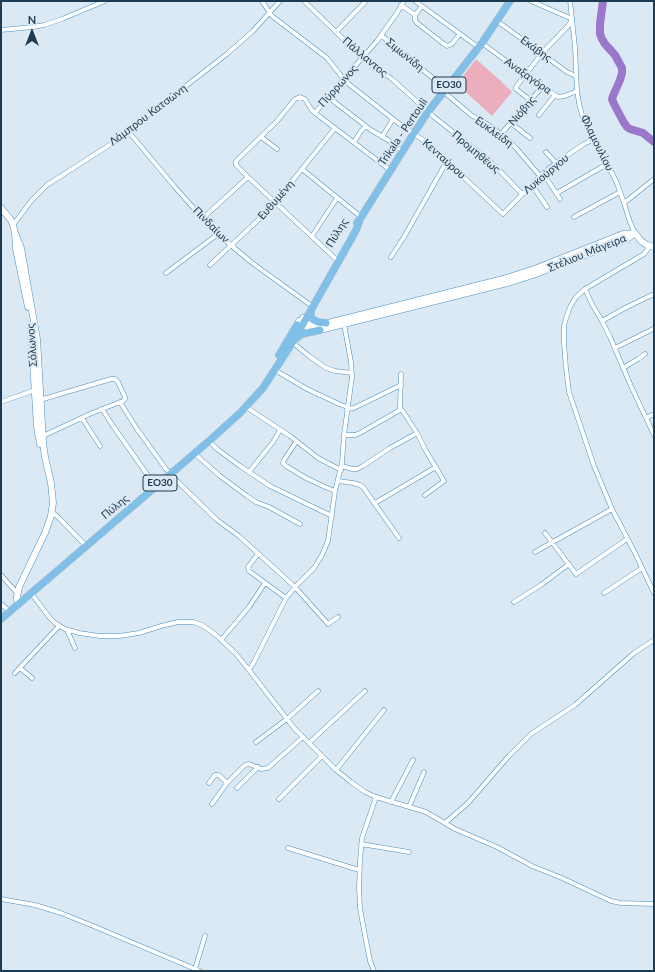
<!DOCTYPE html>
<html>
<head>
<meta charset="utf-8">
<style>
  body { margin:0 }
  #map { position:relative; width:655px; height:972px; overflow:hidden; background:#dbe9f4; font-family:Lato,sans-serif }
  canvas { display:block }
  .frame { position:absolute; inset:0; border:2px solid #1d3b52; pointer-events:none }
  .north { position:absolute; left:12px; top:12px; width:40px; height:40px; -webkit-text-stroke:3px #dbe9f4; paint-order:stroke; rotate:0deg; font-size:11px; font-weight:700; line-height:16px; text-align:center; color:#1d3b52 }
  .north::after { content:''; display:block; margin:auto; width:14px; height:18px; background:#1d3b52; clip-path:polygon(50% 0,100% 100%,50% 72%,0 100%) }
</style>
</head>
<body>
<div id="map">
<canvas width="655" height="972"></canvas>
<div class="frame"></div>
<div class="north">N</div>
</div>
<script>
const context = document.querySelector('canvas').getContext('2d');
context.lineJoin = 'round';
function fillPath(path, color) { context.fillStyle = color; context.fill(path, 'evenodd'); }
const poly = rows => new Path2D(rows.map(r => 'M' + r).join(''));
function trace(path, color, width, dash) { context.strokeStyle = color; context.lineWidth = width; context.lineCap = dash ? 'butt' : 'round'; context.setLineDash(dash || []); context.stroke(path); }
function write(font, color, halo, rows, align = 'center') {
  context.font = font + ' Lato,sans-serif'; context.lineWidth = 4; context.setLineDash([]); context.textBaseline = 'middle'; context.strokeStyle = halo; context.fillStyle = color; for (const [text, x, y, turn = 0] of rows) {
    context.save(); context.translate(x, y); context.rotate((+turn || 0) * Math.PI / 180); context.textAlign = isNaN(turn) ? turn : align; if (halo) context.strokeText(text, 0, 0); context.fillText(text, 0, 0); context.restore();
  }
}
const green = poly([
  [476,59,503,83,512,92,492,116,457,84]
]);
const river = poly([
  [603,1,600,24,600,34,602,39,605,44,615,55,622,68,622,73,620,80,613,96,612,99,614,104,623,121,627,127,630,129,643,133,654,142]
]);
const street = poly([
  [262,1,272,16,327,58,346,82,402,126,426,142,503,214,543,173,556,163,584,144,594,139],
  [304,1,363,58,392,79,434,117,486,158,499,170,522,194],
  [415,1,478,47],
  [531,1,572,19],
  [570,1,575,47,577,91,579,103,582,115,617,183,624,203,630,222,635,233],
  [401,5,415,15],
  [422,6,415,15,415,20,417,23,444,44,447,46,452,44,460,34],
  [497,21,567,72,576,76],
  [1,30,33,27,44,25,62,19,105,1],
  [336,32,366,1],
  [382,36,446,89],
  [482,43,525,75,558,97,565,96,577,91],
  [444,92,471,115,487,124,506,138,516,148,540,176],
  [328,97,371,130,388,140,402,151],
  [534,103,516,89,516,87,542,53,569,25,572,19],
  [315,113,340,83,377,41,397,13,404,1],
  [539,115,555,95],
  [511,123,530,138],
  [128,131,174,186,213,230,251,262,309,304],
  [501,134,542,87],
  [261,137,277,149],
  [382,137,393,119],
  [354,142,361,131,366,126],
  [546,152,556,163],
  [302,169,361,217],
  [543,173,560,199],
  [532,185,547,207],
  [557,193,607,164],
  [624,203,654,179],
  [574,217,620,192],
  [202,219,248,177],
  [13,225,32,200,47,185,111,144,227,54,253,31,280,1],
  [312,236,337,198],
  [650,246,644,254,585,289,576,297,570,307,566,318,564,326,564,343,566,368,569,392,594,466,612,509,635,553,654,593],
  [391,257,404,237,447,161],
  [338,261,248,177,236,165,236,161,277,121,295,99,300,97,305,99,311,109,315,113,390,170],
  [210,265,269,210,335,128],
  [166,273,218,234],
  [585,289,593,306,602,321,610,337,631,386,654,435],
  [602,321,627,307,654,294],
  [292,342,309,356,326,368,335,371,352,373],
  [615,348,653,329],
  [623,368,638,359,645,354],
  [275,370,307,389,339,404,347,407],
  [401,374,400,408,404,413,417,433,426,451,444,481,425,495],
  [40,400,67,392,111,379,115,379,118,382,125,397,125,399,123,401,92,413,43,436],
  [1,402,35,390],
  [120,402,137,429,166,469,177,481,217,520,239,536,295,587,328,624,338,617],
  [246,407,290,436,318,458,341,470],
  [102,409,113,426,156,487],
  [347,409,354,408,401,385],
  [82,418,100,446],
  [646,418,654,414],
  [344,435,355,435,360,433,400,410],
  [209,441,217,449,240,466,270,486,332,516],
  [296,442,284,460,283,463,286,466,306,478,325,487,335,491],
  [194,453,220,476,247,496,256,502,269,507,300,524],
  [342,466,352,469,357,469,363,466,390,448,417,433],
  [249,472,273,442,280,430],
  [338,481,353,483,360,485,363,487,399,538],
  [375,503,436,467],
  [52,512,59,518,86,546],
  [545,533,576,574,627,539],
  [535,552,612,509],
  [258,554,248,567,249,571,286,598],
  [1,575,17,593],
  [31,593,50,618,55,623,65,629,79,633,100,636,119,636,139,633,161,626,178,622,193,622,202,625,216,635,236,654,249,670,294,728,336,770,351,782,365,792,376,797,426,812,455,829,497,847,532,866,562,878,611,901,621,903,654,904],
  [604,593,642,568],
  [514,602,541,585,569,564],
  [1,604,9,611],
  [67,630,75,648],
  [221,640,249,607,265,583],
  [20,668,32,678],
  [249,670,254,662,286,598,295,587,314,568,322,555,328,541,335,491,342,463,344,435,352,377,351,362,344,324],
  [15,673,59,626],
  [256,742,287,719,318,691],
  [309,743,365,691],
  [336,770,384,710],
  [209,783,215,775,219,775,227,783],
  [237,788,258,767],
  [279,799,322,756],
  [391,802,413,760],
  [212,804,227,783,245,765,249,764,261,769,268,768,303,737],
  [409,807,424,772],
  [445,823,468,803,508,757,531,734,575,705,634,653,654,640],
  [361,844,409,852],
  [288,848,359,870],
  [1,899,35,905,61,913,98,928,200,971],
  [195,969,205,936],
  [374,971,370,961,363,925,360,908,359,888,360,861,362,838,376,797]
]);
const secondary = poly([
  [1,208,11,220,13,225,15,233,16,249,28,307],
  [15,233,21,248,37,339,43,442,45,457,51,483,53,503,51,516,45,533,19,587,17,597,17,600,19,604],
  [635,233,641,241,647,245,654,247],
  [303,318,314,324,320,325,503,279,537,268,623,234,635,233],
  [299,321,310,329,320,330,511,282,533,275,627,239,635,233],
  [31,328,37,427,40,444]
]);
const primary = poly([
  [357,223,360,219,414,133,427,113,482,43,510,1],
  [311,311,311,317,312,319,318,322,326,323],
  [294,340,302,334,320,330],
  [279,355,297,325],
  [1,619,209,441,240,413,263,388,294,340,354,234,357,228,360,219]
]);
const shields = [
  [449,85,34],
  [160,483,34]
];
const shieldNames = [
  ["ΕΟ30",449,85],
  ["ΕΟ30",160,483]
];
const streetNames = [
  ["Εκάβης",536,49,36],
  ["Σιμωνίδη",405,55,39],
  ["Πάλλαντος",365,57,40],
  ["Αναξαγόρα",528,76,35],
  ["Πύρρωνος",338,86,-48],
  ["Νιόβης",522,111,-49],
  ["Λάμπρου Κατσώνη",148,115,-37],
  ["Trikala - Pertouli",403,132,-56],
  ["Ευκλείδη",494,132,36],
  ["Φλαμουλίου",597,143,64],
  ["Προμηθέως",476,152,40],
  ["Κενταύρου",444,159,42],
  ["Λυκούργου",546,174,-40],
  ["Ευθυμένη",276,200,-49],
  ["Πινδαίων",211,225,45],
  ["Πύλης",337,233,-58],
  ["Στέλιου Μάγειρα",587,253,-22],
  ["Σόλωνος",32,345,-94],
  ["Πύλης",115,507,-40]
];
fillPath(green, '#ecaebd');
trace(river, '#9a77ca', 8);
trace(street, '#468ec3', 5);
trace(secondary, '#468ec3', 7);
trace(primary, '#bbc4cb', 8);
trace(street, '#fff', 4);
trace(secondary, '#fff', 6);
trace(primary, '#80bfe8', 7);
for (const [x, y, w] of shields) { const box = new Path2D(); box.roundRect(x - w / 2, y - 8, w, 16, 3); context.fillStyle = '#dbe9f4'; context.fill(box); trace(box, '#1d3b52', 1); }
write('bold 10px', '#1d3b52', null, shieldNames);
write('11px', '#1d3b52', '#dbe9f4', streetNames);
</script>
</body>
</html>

--

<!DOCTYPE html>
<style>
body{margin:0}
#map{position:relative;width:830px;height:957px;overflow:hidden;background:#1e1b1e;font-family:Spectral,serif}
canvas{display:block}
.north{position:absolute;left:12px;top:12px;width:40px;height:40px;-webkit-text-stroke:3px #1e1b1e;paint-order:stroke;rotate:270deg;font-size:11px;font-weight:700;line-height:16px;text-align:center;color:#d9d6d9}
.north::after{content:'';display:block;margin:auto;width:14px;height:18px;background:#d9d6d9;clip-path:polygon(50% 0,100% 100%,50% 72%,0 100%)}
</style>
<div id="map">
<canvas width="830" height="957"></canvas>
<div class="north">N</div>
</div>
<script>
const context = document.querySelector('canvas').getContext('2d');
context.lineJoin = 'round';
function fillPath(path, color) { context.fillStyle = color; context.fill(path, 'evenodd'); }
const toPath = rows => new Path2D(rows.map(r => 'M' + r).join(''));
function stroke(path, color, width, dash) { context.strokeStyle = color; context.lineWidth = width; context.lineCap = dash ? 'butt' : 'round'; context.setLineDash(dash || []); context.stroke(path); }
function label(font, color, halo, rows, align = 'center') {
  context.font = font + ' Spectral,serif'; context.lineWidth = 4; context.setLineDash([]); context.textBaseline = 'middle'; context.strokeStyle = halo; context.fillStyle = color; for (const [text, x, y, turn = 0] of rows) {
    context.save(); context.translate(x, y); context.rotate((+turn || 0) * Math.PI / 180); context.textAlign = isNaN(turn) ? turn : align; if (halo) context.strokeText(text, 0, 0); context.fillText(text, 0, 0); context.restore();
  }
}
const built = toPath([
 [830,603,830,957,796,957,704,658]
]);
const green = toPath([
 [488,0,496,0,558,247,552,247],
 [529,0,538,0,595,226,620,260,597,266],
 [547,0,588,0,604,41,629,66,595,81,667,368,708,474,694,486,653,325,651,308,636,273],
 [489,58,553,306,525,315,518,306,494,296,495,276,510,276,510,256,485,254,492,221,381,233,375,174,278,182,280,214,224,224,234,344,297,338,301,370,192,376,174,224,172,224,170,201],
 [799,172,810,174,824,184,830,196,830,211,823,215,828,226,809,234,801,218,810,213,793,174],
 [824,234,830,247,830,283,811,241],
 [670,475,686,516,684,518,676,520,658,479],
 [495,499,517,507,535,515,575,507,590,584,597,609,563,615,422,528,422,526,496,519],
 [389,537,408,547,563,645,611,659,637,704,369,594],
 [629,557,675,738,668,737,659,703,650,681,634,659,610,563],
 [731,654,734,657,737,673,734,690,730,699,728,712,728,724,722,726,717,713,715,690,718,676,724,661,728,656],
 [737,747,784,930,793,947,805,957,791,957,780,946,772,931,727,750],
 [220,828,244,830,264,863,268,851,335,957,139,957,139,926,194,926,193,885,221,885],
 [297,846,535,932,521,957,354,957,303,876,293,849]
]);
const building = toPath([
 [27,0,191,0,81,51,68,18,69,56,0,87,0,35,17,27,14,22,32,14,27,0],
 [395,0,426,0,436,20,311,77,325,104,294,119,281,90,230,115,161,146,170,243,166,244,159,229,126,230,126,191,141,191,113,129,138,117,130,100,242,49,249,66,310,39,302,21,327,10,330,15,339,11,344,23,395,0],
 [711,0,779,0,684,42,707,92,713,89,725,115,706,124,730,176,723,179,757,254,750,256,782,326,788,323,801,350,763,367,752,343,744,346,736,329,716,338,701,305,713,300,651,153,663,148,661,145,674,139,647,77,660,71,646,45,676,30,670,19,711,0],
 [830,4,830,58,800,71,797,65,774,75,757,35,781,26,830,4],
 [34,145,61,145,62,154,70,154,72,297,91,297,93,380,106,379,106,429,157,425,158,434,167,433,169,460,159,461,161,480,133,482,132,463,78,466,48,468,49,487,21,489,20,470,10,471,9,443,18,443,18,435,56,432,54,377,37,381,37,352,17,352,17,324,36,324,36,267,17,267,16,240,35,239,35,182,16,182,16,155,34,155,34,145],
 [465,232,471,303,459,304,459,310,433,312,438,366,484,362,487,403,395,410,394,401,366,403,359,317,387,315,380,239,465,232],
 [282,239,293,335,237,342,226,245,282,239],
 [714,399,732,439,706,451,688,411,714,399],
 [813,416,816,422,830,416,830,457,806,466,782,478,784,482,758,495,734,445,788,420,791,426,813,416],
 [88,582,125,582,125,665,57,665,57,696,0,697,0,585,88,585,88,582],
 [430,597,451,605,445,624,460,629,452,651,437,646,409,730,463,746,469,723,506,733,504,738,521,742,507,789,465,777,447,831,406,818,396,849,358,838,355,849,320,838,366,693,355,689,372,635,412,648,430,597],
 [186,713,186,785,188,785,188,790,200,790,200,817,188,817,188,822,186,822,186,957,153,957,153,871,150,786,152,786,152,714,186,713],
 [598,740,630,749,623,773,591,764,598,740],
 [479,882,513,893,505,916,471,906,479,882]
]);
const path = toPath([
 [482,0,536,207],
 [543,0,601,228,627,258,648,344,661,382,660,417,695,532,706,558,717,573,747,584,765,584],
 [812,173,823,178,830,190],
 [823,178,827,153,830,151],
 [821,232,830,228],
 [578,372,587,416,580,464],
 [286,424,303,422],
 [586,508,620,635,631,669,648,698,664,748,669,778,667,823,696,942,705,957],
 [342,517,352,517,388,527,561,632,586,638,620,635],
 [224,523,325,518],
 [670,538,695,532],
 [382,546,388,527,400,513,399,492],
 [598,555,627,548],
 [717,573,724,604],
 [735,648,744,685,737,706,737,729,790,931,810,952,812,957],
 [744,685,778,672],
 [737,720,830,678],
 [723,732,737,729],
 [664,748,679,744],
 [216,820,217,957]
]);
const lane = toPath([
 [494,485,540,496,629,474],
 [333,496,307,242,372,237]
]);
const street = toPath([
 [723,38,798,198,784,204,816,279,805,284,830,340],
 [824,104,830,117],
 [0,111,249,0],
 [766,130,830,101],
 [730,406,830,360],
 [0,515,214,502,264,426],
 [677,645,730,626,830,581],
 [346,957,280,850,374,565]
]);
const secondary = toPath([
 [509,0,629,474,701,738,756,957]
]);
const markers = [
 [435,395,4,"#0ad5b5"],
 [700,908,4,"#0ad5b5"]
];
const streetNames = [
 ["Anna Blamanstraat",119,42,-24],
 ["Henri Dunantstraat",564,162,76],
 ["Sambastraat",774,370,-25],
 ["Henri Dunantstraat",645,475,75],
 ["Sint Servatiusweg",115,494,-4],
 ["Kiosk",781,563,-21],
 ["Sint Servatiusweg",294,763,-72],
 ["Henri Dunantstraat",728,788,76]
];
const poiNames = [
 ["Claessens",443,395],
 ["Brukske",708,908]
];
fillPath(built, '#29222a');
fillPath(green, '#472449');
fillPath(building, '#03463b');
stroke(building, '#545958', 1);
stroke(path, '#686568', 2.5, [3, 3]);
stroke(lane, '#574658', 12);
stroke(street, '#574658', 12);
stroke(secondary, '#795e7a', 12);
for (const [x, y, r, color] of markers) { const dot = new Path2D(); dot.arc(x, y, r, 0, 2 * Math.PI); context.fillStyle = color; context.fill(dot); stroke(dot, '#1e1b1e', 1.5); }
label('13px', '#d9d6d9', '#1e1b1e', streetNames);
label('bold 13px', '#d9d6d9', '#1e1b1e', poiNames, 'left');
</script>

[Exercise]: Please copy, exactly and with nothing else, the lines above beginning at the line that has "function stroke(path, color, width, dash)" and ending with the line that has "function label(font, color, halo, rows, align".

[Reply to the task]:
function stroke(path, color, width, dash) { context.strokeStyle = color; context.lineWidth = width; context.lineCap = dash ? 'butt' : 'round'; context.setLineDash(dash || []); context.stroke(path); }
function label(font, color, halo, rows, align = 'center') {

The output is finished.